Segment Open

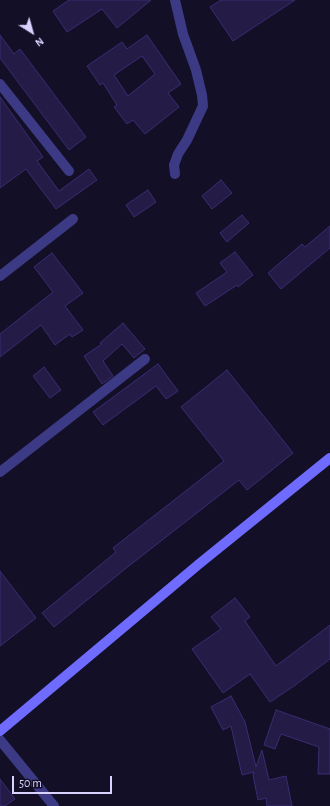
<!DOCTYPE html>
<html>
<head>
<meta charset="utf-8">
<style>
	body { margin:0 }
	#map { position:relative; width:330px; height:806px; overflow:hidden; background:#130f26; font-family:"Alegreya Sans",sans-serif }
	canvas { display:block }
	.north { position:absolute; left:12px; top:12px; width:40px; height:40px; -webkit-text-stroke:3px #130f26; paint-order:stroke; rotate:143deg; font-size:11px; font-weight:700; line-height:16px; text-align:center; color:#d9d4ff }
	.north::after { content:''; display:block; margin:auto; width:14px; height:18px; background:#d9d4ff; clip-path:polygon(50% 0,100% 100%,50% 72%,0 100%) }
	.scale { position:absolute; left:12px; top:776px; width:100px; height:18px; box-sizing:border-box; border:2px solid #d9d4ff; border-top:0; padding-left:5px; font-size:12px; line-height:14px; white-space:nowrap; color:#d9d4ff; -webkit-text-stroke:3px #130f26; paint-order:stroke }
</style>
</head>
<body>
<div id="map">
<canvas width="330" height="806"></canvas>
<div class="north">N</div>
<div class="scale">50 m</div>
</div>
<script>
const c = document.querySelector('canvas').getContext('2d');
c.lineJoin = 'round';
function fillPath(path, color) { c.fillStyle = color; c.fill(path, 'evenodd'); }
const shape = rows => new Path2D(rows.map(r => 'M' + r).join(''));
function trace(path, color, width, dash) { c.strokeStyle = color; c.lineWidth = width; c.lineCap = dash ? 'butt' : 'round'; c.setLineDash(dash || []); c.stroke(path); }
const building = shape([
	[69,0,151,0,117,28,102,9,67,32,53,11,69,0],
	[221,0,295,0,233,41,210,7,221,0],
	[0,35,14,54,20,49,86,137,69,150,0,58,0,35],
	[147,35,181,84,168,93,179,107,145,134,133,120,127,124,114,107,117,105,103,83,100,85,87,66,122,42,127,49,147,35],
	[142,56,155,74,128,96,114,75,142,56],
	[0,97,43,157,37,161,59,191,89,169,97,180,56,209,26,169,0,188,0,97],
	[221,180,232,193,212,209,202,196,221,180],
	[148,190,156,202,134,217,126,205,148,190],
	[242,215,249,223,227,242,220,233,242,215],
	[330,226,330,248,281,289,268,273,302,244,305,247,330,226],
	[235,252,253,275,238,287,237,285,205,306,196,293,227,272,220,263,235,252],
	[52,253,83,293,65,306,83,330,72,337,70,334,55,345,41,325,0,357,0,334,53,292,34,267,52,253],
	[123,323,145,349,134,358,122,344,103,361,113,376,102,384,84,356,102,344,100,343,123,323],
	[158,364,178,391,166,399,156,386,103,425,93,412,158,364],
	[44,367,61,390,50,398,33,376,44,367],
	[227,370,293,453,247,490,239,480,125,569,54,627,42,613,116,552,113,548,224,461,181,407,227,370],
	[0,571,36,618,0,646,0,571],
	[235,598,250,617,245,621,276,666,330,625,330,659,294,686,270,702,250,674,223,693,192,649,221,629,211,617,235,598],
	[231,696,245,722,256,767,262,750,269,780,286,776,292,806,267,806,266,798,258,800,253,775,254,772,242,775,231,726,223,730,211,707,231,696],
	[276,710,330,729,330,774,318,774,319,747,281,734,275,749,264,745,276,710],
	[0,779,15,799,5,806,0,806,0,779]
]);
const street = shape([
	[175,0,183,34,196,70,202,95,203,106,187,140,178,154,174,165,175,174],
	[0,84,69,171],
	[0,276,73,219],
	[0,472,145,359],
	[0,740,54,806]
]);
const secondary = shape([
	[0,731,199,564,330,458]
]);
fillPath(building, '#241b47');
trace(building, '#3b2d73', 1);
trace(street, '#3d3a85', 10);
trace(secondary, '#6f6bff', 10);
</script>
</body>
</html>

Segment Closed

TASK GOAL ▸
How many of the listing's lines contain "canvas"? Respond with a single number and nothing else.

ANSWER SECTION ▸
3